# [Entries shown]
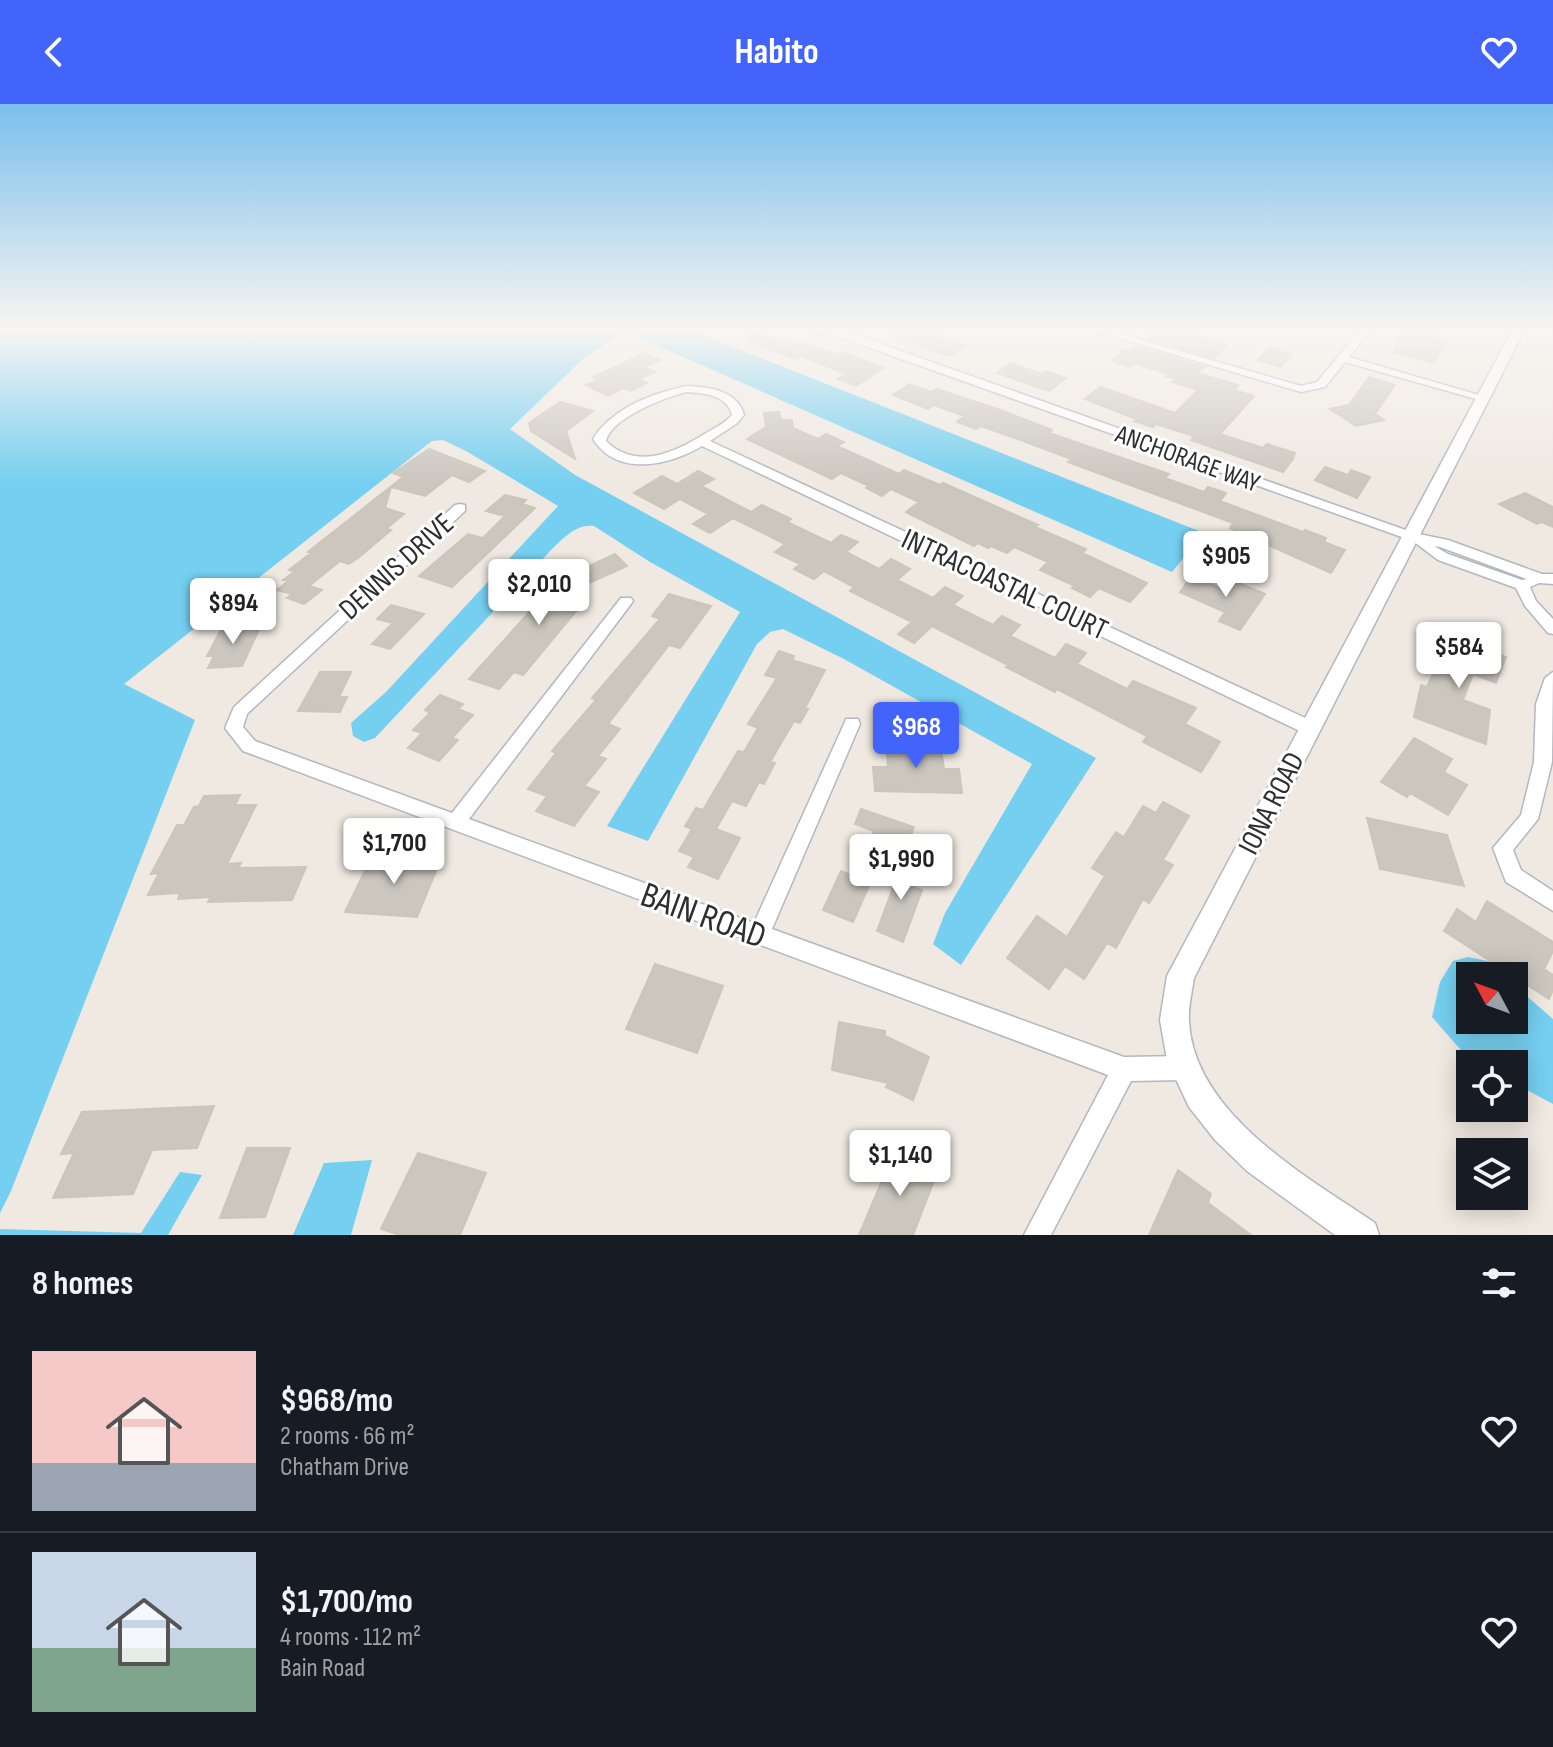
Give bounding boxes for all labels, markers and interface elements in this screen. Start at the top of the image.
icon: back [32,30,76,74]
icon: heart [1477,30,1521,74]
text: Habito [734,31,819,74]
street label: ANCHORAGE WAY [1110,419,1264,500]
street label: DENNIS DRIVE [332,506,461,628]
street label: INTRACOASTAL COURT [896,521,1113,648]
pin: $905 [1179,531,1273,599]
text: $905 [1201,541,1251,572]
pin: $2,010 [474,559,604,627]
text: $2,010 [506,569,572,600]
pin: $894 [186,578,280,646]
text: $894 [208,588,258,619]
pin: $584 [1412,622,1506,690]
text: $584 [1434,632,1484,663]
pin: $968 [869,702,963,770]
text: $968 [891,712,941,743]
street label: IONA ROAD [1231,746,1313,860]
pin: $1,700 [329,818,459,886]
text: $1,700 [361,828,427,859]
pin: $1,990 [836,834,966,902]
text: $1,990 [867,844,935,875]
street label: BAIN ROAD [635,874,771,959]
north arrow [1456,962,1528,1034]
map controls [1456,962,1528,1210]
button: locate [1456,1050,1528,1122]
pin: $1,140 [835,1130,965,1198]
button: layers [1456,1138,1528,1210]
text: $1,140 [867,1140,933,1171]
icon: filters [1477,1261,1521,1305]
text: 8 homes [32,1263,133,1304]
text: $968/mo [280,1380,393,1421]
icon: home [96,1383,192,1479]
icon: heart [1477,1409,1521,1453]
text: 2 rooms · 66 m² [280,1421,415,1452]
text: Chatham Drive [280,1452,409,1483]
text: $1,700/mo [280,1581,413,1622]
icon: home [96,1584,192,1680]
icon: heart [1477,1610,1521,1654]
text: 4 rooms · 112 m² [280,1622,421,1653]
text: Bain Road [280,1653,365,1684]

# [Work instruction]
Locate and copy each line in the data above that includes the word "rooms".

# [Written response]
text: 2 rooms · 66 m² [280,1421,415,1452]
text: 4 rooms · 112 m² [280,1622,421,1653]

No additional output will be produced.